Numerical Integration: Better Approximations

;; Numerical Integration: Better Approximations

;; Remember our example function:

(defn square[x] (* x x))

;; We're trying to find ways to calculate the 'area under its graph between 0
;; and 2', or the 'integral over the interval [0,2]'

;; A better estimate of this area under the graph is to imagine a trapezium
;; which has its base corners at (0,0) and (2,0), and the top corners at
;; (0,(square 0)) (2, (square 2)), and calculate the area of that.

;; More generally, if the interval we're interested is [a,b], and the function's
;; values there are fa and fb, then the area of the trapezium will just be:

(defn trapezium [a fa b fb]
  (* 1/2 (- b a) (+ fa fb)))

;; Another way to think about that is that it's the length of the interval
;; multiplied by the average of the values of the function at the ends.

;; So another approximation to the integral of f over [a,b] is:

(defn trapezium-rule [f a b]
  (trapezium a (f a) b (f b)))

(trapezium-rule square 0 2) ; 4

;; We can make another approximation by using the trapezium rule on the two
;; subintervals [0,1] and [1,2] and adding the results

(+ (trapezium-rule square 0 1)
   (trapezium-rule square 1 2)) ; 3

;; And an even better one by splitting those subintervals in half

(+ (trapezium-rule square 0 1/2)
   (trapezium-rule square 1/2 1)
   (trapezium-rule square 1 3/2)
   (trapezium-rule square 3/2 2)) ; 11/4

;; And so on...
(defn iterated-rule [rule f a b N]
  (if (= N 0)
    (rule f a b)
    (let [midpoint (+ a (/ (- b a) 2))]
      (+ (iterated-rule rule f a midpoint (dec N))
         (iterated-rule rule f midpoint b (dec N))))))

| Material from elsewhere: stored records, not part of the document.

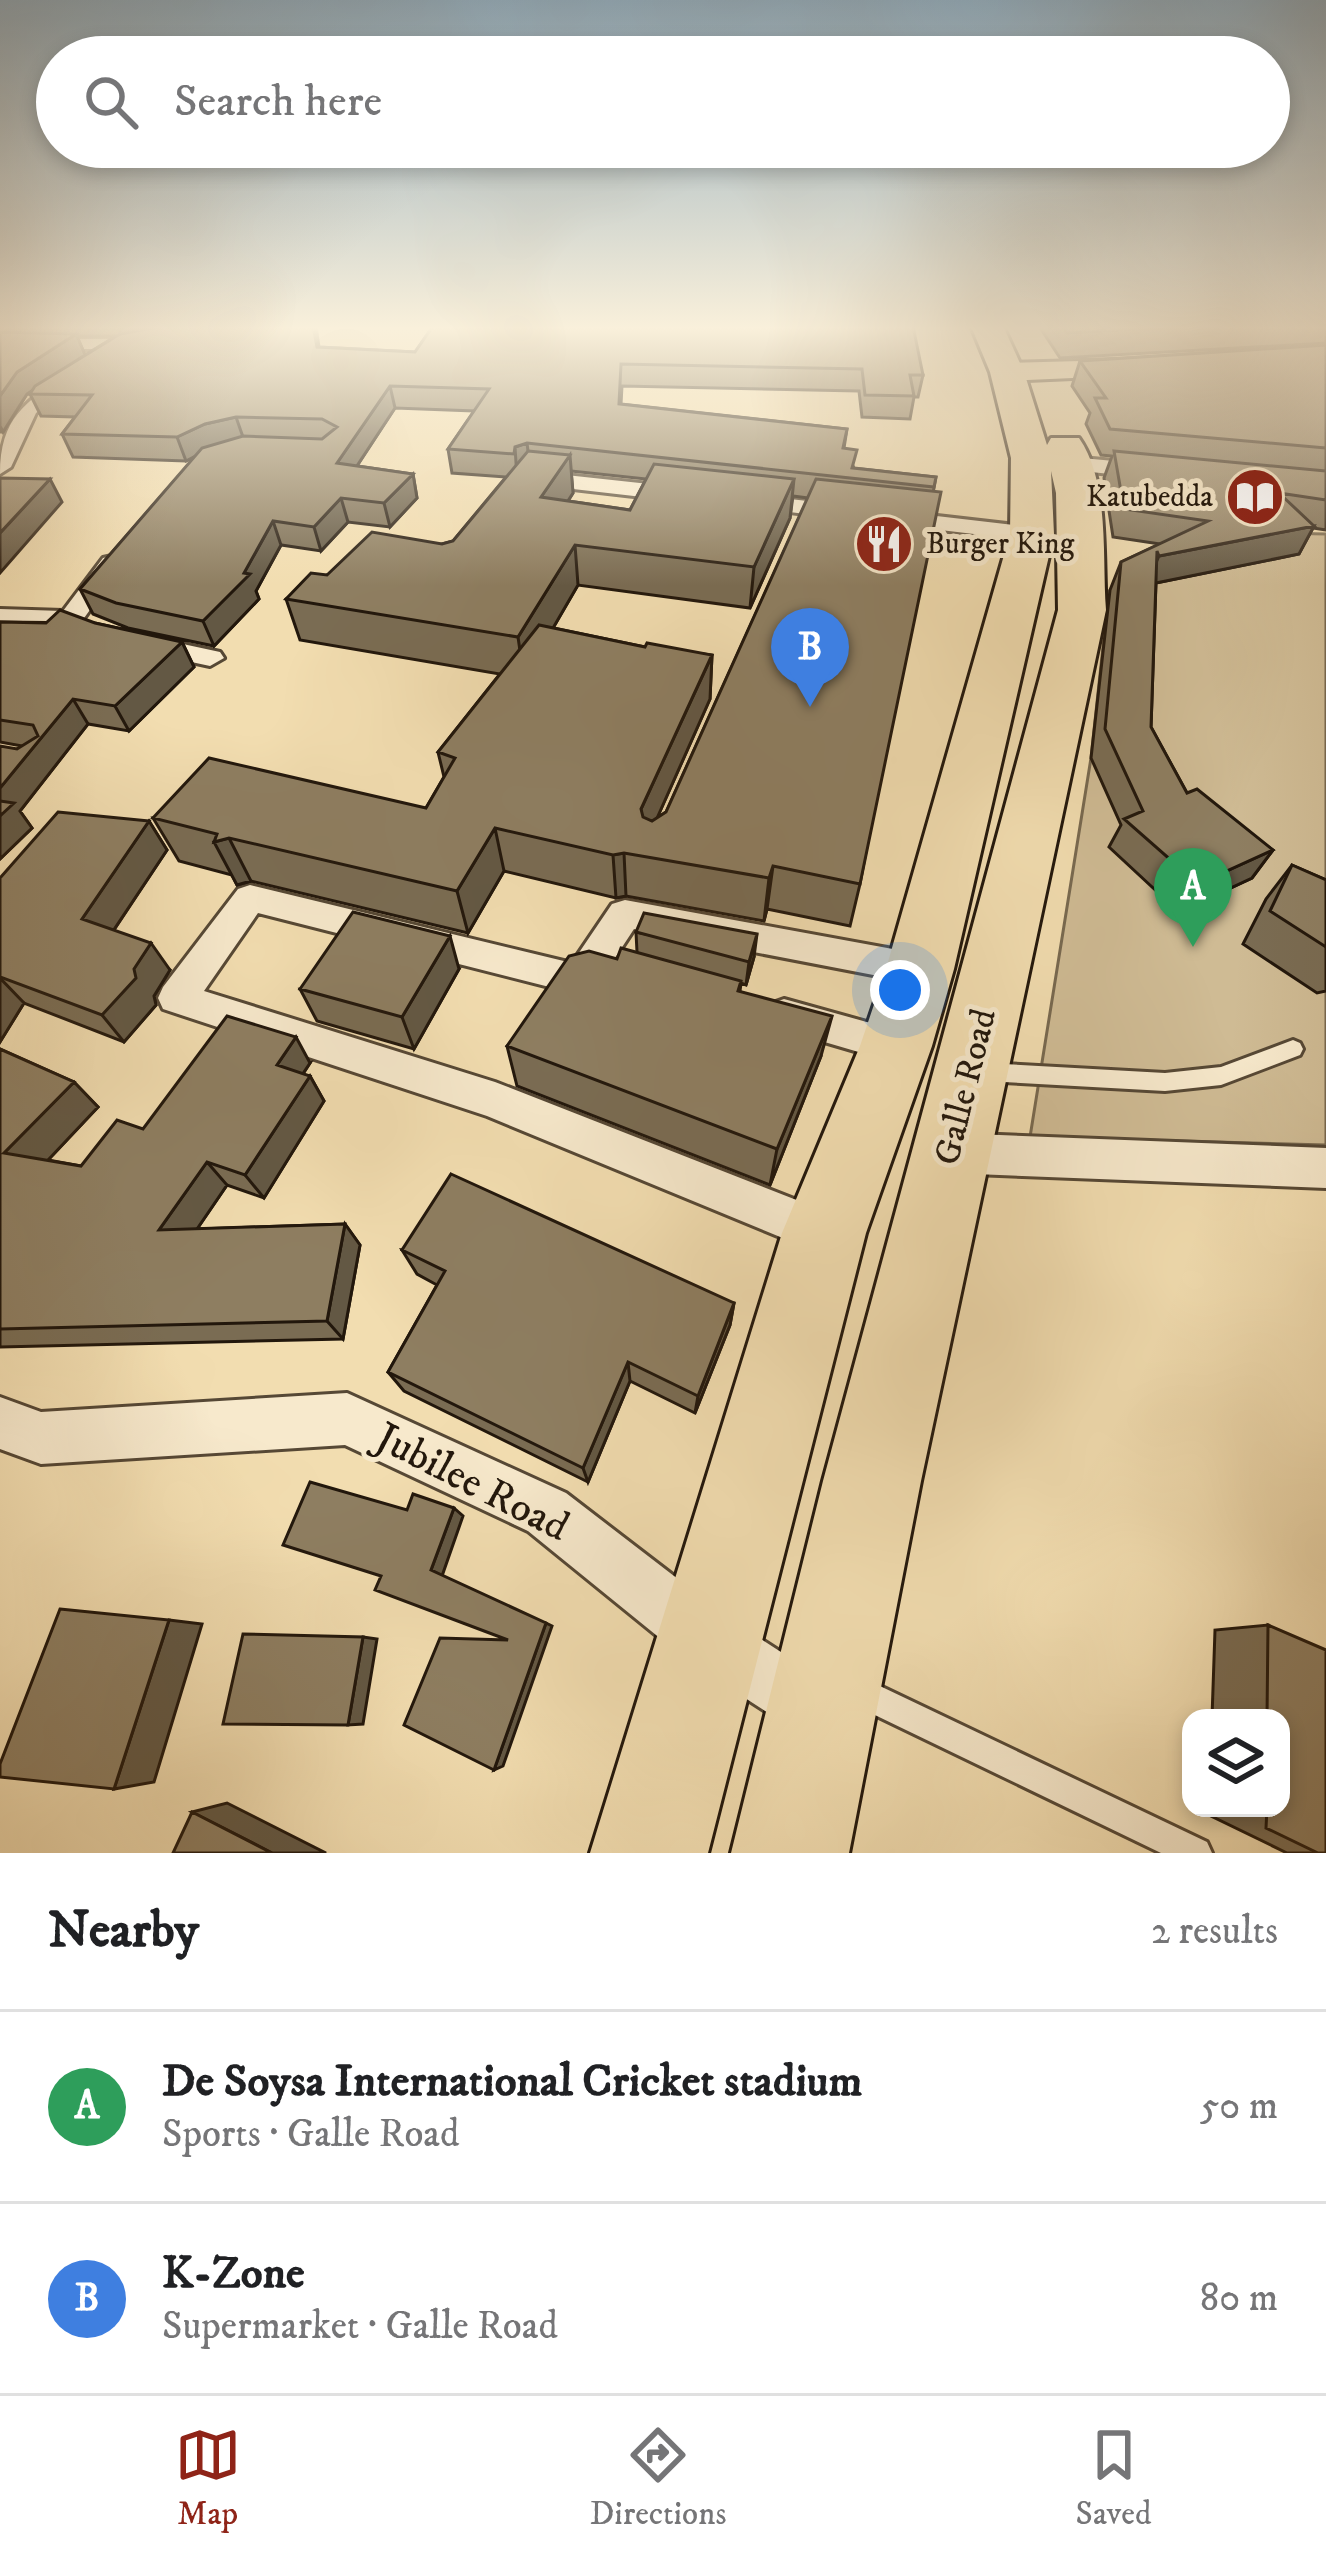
<!DOCTYPE html>
<html lang="en">
<head>
<meta charset="utf-8">
<style>
	body { margin:0; font-family:"IM FELL DW Pica",serif; background:#f2f2f2; color:#202124 }
	.controls { position:absolute; right:36px; bottom:36px; display:grid; overflow:hidden; border-radius:24px; box-shadow:0 6px 18px #0003 }
	.controls button { width:108px; height:108px; display:grid; place-items:center; padding:0; border:0; border-bottom:3px solid #e0e0e0; background:#fff; color:#202124; font:60px sans-serif }
	.you { position:absolute; left:900px; top:990px; width:42px; height:42px; margin:-30px; border:9px solid #fff; border-radius:50%; background:#1a73e8; box-shadow:0 0 0 18px #1a73e833 }
	.badge { display:grid; place-items:center; width:78px; height:78px; border-radius:50%; background:#8f2418; color:#fff; font-size:39px; font-weight:700 }
	.pin { position:absolute; translate:-50% -99px; filter:drop-shadow(0 3px 6px #0008) }
	.pin::after { content:''; position:absolute; top:63px; width:42px; height:36px; background:inherit; clip-path:polygon(0 0,100% 0,50% 100%) }
	.list { margin:0; padding:0; list-style:none }
	h2 { display:flex; justify-content:space-between; align-items:center; height:156px; margin:0; padding:0 48px; font-size:51px }
	h2 small { font-size:39px; font-weight:400; color:#757577 }
	.list li { display:grid; grid-template-columns:78px 1fr auto; gap:36px; align-items:center; box-sizing:border-box; height:192px; padding:0 48px; border-top:3px solid #e0e0e0 }
	.list b { display:block; font-size:45px; white-space:nowrap }
	.list p { margin:0; font-size:39px; white-space:nowrap; color:#757577 }
	.list em { font-size:39px; font-style:normal; color:#757577 }
	.icon { flex:none; width:66px; height:66px; fill:none; stroke:currentColor; stroke-width:2; stroke-linecap:round; stroke-linejoin:round }
	.map { position:relative; flex:none; width:1326px; height:1853px; overflow:hidden }
	.search { position:absolute; background:#fff; box-shadow:0 6px 18px #0003; left:36px; right:36px; top:36px; height:132px; display:flex; align-items:center; gap:30px; box-sizing:border-box; padding:0 42px; border-radius:66px; color:#757577; font-size:45px }
	.sheet { height:540px; background:#fff }
	nav { display:flex; justify-content:space-around; align-items:center; box-sizing:border-box; height:168px; border-top:3px solid #e0e0e0; background:#fff; font-size:33px; color:#757577 }
	nav a { display:grid; justify-items:center; gap:6px }
	nav .on { color:#8f2418 }
	.map>svg:first-child { display:block }
	.green { fill:#cfbb94; stroke:#786950; stroke-width:3 }
	.lines { fill:none; stroke-linecap:round; stroke-linejoin:round }
	.lane-casing { stroke:#564835; stroke-width:6 }
	.street-casing { stroke:#564835; stroke-width:6 }
	.primary-casing { stroke:#22170c; stroke-width:6 }
	.highway-casing { stroke:#22170c; stroke-width:6 }
	.lane { fill:#f7e9cc; fill-rule:evenodd }
	.street { fill:#f7e9cc; fill-rule:evenodd }
	.primary { fill:#f2ddb0; fill-rule:evenodd }
	.highway { fill:#f2ddb0; fill-rule:evenodd }
	.wall { fill:#7a6c53; stroke:#22170c; stroke-width:3; fill-rule:evenodd }
	.shaded-wall { fill:#635844; stroke:#22170c; stroke-width:3 }
	.building { fill:#8e7e61; stroke:#22170c; stroke-width:3 }
	.labels { text-anchor:middle; dominant-baseline:central; stroke-width:10; stroke-linejoin:round; paint-order:stroke }
	.far-poi-label { font-size:30px; fill:#22170c; stroke:#f7e9cc; text-anchor:end }
	.street-label { font-size:36px; fill:#22170c; stroke:#f7e9cc }
	.near-street-label { font-size:42px; fill:#22170c; stroke:#f7e9cc }
</style>
</head>
<body>
<div class="map">
<svg width="1326" height="1853" viewBox="0 0 1326 1853">
	<rect width="100%" height="100%" fill="#f2ddb0"/>
	<filter id="stains"><feTurbulence type="fractalNoise" baseFrequency=".00167" numOctaves="4"/><feColorMatrix values="0 0 0 0 .2 0 0 0 0 .09 0 0 0 0 .02 0 0 0 .5 -.17"/></filter>
	<radialGradient id="worn" r=".72"><stop offset=".6" stop-color="#630" stop-opacity="0"/><stop offset="1" stop-color="#630" stop-opacity=".3"/></radialGradient>
	<!-- green -->
	<path class="green" d="M1277 533 1326 534V1145L1030 1137 1091 758 1109 591 1181 556Z"/>
	<g class="lines">
		<!-- lane casing -->
		<g class="lane-casing">
			<path id="lane" d="M1293 1040 1300 1043 1303 1049 1300 1055 1221 1085 1165 1091 985 1081 978 1078 975 1072 978 1066 985 1063 1165 1073 1221 1067Z
				M861 1677 1207 1842 1212 1853H1161L850 1703 846 1692 850 1681Z"/>
		</g>
		<!-- street casing -->
		<g class="street-casing">
			<path id="street" d="M0 339H146L155 344 146 349H0Z
				M67 373 84 377 36 413 11 467 0 474C0 418 25 403 67 373Z
				M1071 457 1157 465 1168 472 1157 479 1063 469 1060 464Z
				M529 471 686 488 697 495 686 502 521 483V473Z
				M747 494 1032 527 1044 534 1032 541 739 506 736 501Z
				M112 556 124 563 79 625H0V609L63 611 103 558Z
				M141 635 220 652 224 658 210 666 131 649 127 643 131 637Z
				M250 885 572 963 612 904 625 900 920 954 933 958 939 969 933 980 920 984 634 929 609 967 606 983 581 995 258 913 204 991 495 1082 840 1217 847 1233 840 1249 824 1255 487 1116 163 1009 158 998 163 987 238 889Z
				M784 999 910 1034 916 1046 910 1058 896 1063 770 1026 765 1015 770 1004Z
				M950 1133 1326 1148V1188L950 1173 935 1167 928 1153 935 1139Z
				M347 1393 566 1493 730 1619 835 1687 844 1708 835 1729 814 1738 793 1729 688 1661 528 1531 345 1445 41 1464 0 1449V1397L41 1412Z"/>
		</g>
		<!-- primary casing -->
		<g class="primary-casing">
			<path id="primary" d="M1154 359 1169 368 1164 374 1007 381 992 372 1007 363Z"/>
		</g>
		<!-- highway casing -->
		<g class="highway-casing">
			<path id="highway" d="M971 326H1003L1024 372 1047 445 1051 438H1079C1110 482 1102 558 1106 610L921 1481 849 1853H731L823 1481 1058 610 1056 493 1051 471 1054 534 954 969 932 1046 866 1233 708 1853H590L782 1233 860 1046 886 969 1010 534 1011 458 990 372Z"/>
		</g>
		<!-- lane -->
		<use href="#lane" class="lane"/>
		<!-- street -->
		<use href="#street" class="street"/>
		<!-- primary -->
		<use href="#primary" class="primary"/>
		<!-- highway -->
		<use href="#highway" class="highway"/>
	</g>
	<!-- wall -->
	<path class="wall" d="M0 326H316L319 347 415 352 433 326 923 375 918 397H914L910 419 862 417 859 391 622 386 621 404 847 429 844 448 854 468 936 477 860 884 850 926 767 909 764 921 626 896 616 898 504 871 468 933 251 881 237 885 232 875 179 861 153 818 426 808 444 777 438 752 500 674 300 640 286 599 327 575 453 541 506 477 452 473 448 449 474 411 395 408 357 466 413 474 417 498 390 527 348 522 321 551 281 545 256 591 259 599 214 646 128 628 93 614 80 589 196 456 186 461 73 457 62 434 75 417 41 416 30 394 32 392 27 394 3 432H0ZM77 336H116L85 355ZM571 471 646 479 630 510 568 501 573 493ZM793 496 808 498 666 812 657 818 710 699 712 655 645 647 553 628 578 585 750 608 790 518Z
		M1039 326H1326V343L1060 358Z
		M1326 345V530L1313 528 1299 554 1156 583 1151 727 1187 793 1273 850 1252 878 1179 912 1109 847 1121 825 1091 758 1110 590 1121 562 1160 544 1113 537 1104 478 1112 456 1101 455 1086 424 1090 413 1072 386 1080 361Z
		M0 622 95 623 182 642 194 667 129 731 88 724 20 811 32 828 0 859 17 749 22 746 0 742Z
		M149 821 167 850 114 930 170 970 154 996 156 1005 124 1042 24 1003 0 1042V878Z
		M1292 865 1326 880V991L1317 993 1243 944 1266 899Z
		M636 932 754 957 746 985 741 983 740 991 821 1056 770 1185 517 1086 507 1046 617 959 637 952Z
		M459 969 414 1049 317 1021 300 989Z
		M0 1049 74 1082 98 1107 48 1160 81 1166 143 1129 310 1063 303 1074 310 1076 324 1101 264 1198 227 1185 197 1229 345 1224 360 1245 343 1339 0 1347Z
		M402 1250 734 1303 730 1325 695 1413 630 1381 588 1482 404 1391 388 1372 437 1285 417 1274Z
		M1268 1625 1326 1853H1287L1209 1815V1808H1281V1718H1212L1215 1630Z"/>
	<!-- shaded-wall -->
	<path class="shaded-wall" d="M118 326H186L122 336Z
		M76 334 85 355 27 394 3 432 0 426V396L17 372Z
		M390 386 395 408 343 487 337 463Z
		M236 417 244 440 213 447 186 461 177 437 205 424Z
		M527 443 530 467 517 478 515 447Z
		M570 455 573 493 545 537 541 497Z
		M413 474 417 498 390 527 384 503Z
		M50 479 62 502 0 573V533Z
		M794 479 790 518 750 608 754 567Z
		M341 498 348 522 321 551 314 527Z
		M273 521 281 545 256 591 259 599 214 646 203 621 244 573Z
		M1314 526 1299 554 1146 585 1159 556Z
		M575 545 578 585 524 678 518 637Z
		M182 642 194 667 129 731 115 706Z
		M712 655 710 699 642 852 641 809Z
		M73 699 88 724 20 811 32 828 0 859V788Z
		M149 821 167 850 103 946 82 919Z
		M495 828 504 871 468 933 457 891Z
		M229 838 251 881 237 885 214 842Z
		M1273 850 1252 878 1179 912 1198 884Z
		M624 853 626 896 616 898 613 855Z
		M773 866 767 909 764 921 769 878Z
		M757 934 754 957 746 985 749 962Z
		M450 936 459 969 414 1049 402 1017Z
		M151 943 170 970 154 996 156 1005 124 1042 102 1015Z
		M0 978 24 1003 0 1042Z
		M832 1016 821 1056 770 1185 777 1149Z
		M296 1037 310 1063 292 1090 277 1065Z
		M310 1076 324 1101 264 1198 245 1175Z
		M74 1082 98 1107 33 1176 4 1153Z
		M207 1162 227 1185 182 1251 159 1230Z
		M345 1224 360 1245 343 1339 327 1321Z
		M734 1303 730 1325 695 1413 698 1396Z
		M628 1362 630 1381 588 1482 583 1468Z
		M454 1508 463 1516 442 1576 431 1570Z
		M169 1620 202 1624 154 1782 114 1789Z
		M546 1623 552 1626 503 1766 494 1770Z
		M363 1637 377 1639 363 1724 348 1725Z
		M227 1803 326 1853H272L192 1812Z"/>
	<!-- building -->
	<path class="building" d="M163 326H313L317 347 415 352 433 326H913L923 375H910L914 396 865 395 862 369 621 364 619 404 847 429 843 448 857 450 852 468 936 477 934 487 527 443 515 447 514 454 448 449 489 389 390 386 337 463 413 474 384 503 341 498 314 527 273 521 244 573 250 574 203 621 116 603 80 589 202 448 243 436 322 439 337 427 322 419 236 417 205 424 177 437 62 434 92 395 30 394 35 386 120 334Z
		M1062 326H1197L1067 333Z
		M0 332 76 334 17 372 0 396Z
		M1326 345V448L1110 429 1095 398H1106L1080 361Z
		M528 451 570 455 541 497 630 510 654 464 794 479 754 567 575 545 518 637 286 599 311 573 327 575 372 532 442 544 453 541Z
		M1114 451 1326 471V500L1279 493 1314 526 1159 556 1157 551 1151 727 1187 793 1197 789 1273 850 1198 884 1124 819 1143 811 1105 729 1121 562 1208 521 1124 509Z
		M0 478 50 479 0 533Z
		M816 479 941 492 860 884 773 866 769 878 624 853 613 855 495 828 457 891 229 838 214 842 217 834 153 818 209 758 426 808 455 758 438 752 539 625 645 647 647 643 712 655 641 809 643 817 652 821 666 812Z
		M60 610 95 623 182 642 115 706 73 699 0 788V746L17 749 38 736 33 725 0 720V622L46 623Z
		M0 801 14 803 0 816Z
		M58 812 149 821 82 919 151 943 134 969 136 978 102 1015 0 977V878Z
		M1292 865 1326 880V947L1270 911Z
		M353 912 450 936 402 1017 300 989Z
		M644 913 757 934 749 962 636 932Z
		M621 948 741 981 738 991 832 1016 777 1149 507 1046 569 956 589 951 617 959Z
		M227 1016 296 1037 277 1065 310 1076 245 1175 207 1162 159 1230 345 1224 327 1321 0 1329V1049L74 1082 4 1153 81 1166 117 1120 143 1129Z
		M451 1174 734 1303 698 1396 628 1362 583 1468 388 1372 445 1271 402 1250Z
		M310 1482 407 1510 413 1494 454 1508 431 1570 546 1623 494 1770 404 1725 440 1638 508 1640 375 1590 381 1576 283 1545Z
		M60 1609 169 1620 114 1789 0 1777V1764Z
		M1268 1625 1326 1650V1853H1318L1266 1828 1267 1808H1281V1718H1267Z
		M243 1634 363 1637 348 1725 223 1724Z
		M192 1812 272 1853H173Z"/>
	<!-- sky -->
	<linearGradient id="sky" x2="0" y2="1"><stop stop-color="#8faabb"/><stop offset="0.56" stop-color="#f9f0db"/><stop offset="1" stop-color="#f9f0db" stop-opacity="0"/></linearGradient>
	<rect width="1326" height="586" fill="url(#sky)"/>
	<!-- icons -->
	<defs>
		<g id="library-disc" transform="scale(3)"><circle r="9.5" fill="#8f2418" stroke="#f7e9cc"/><path d="M-6-4Q-3-5.5-.7-3.5V5Q-3 3-6 4ZM6-4Q3-5.5 .7-3.5V5Q3 3 6 4Z" fill="#fff"/></g>
		<g id="restaurant-disc" transform="scale(3)"><circle r="9.5" fill="#8f2418" stroke="#f7e9cc"/><path d="M-5-6h1v4h1v-4h1v4h1v-4h1v5L-1.5 .5V6h-2V.5L-5-1ZM5-6V6H3V1.5H1.5Q1.5-4 5-6Z" fill="#fff"/></g>
	</defs>
	<g fill-rule="evenodd">
		<use href="#library-disc" x="1255" y="497"/>
		<use href="#restaurant-disc" x="884" y="544"/>
	</g>
	<g class="labels">
		<!-- far-poi labels -->
		<g class="far-poi-label">
			<text x="1213" y="497">Katubedda</text>
			<text x="926" y="544" text-anchor="start">Burger King</text>
		</g>
		<!-- street labels -->
		<g class="street-label">
			<text transform="translate(966 1087) rotate(-76)">Galle Road</text>
		</g>
		<!-- near-street labels -->
		<g class="near-street-label">
			<text transform="translate(472 1483) rotate(27)">Jubilee Road</text>
		</g>
	</g>
	<rect width="100%" height="100%" filter="url(#stains)"/>
	<rect width="100%" height="100%" fill="url(#worn)"/>
</svg>
<div class="controls">
<button><svg class="icon" aria-label="layers" viewBox="0 0 24 24"><path d="M12 4l9 5-9 5-9-5zM3 14l9 5 9-5"/></svg></button>
</div>
<div class="you"></div>
<div class="pin badge" style="left:1193px;top:947px;background:#2e9e5b">A</div>
<div class="pin badge" style="left:810px;top:707px;background:#3f7fe0">B</div>
<div class="search"><svg class="icon" aria-label="search" viewBox="0 0 24 24"><circle cx="10" cy="10" r="6"/><path d="M15 15l6 6"/></svg>Search here</div>
</div>
<section class="sheet">
<h2>Nearby<small>2 results</small></h2>
<ul class="list">
<li><span class="badge" style="background:#2e9e5b">A</span><div><b>De Soysa International Cricket stadium</b><p>Sports · Galle Road</p></div><em>50 m</em></li>
<li><span class="badge" style="background:#3f7fe0">B</span><div><b>K-Zone</b><p>Supermarket · Galle Road</p></div><em>80 m</em></li>
</ul>
</section>
<nav>
<a class="on"><svg class="icon" aria-label="map" viewBox="0 0 24 24"><path d="M3 6l6-2 6 2 6-2v14l-6 2-6-2-6 2zM9 4v14M15 6v14"/></svg>Map</a>
<a><svg class="icon" aria-label="directions" viewBox="0 0 24 24"><path d="M12 3l9 9-9 9-9-9zM9 14v-3h6M13 9l2 2-2 2"/></svg>Directions</a>
<a><svg class="icon" aria-label="saved" viewBox="0 0 24 24"><path d="M7 4h10v16l-5-4-5 4z"/></svg>Saved</a>
</nav>
</body>
</html>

;; This converges fairly nicely:
(map (partial iterated-rule trapezium-rule square 0 2) (range 10))
;; (4 3 11/4 43/16 171/64 683/256 2731/1024 10923/4096 43691/16384 174763/65536)

(map (partial - 8/3)
     (map (partial iterated-rule trapezium-rule square 0 2) (range 10)))
;; (-4/3 -1/3 -1/12 -1/48 -1/192 -1/768 -1/3072 -1/12288 -1/49152 -1/196608)

;; We now only need a thousand samples of the function to get the answer
;; accurate to one part in 100000.

;; But an even nicer approximation is Simpson's rule, which involves fitting a
;; parabola to the two end points and the midpoint, and calculating the area
;; under that.

;; That's equivalent to taking a weighted sum of the values of f at the
;; beginning, midpoint, and end of the interval, with weights 1:4:1

(defn simpson-rule [f a b]
  (let [midpoint (+ a (/ (- b a) 2))]
    (* 1/6 (- b a) (+ (f a) (* 4 (f midpoint)) (f b)))))

;; For the square function, which is itself a parabola, this rule actually
;; calculates the area exactly!
(simpson-rule square 0 2) ; 8/3

;; That about wraps it up for numerical approximations to the integrals of
;; quadratics, but they are easy to calculate exactly anyway.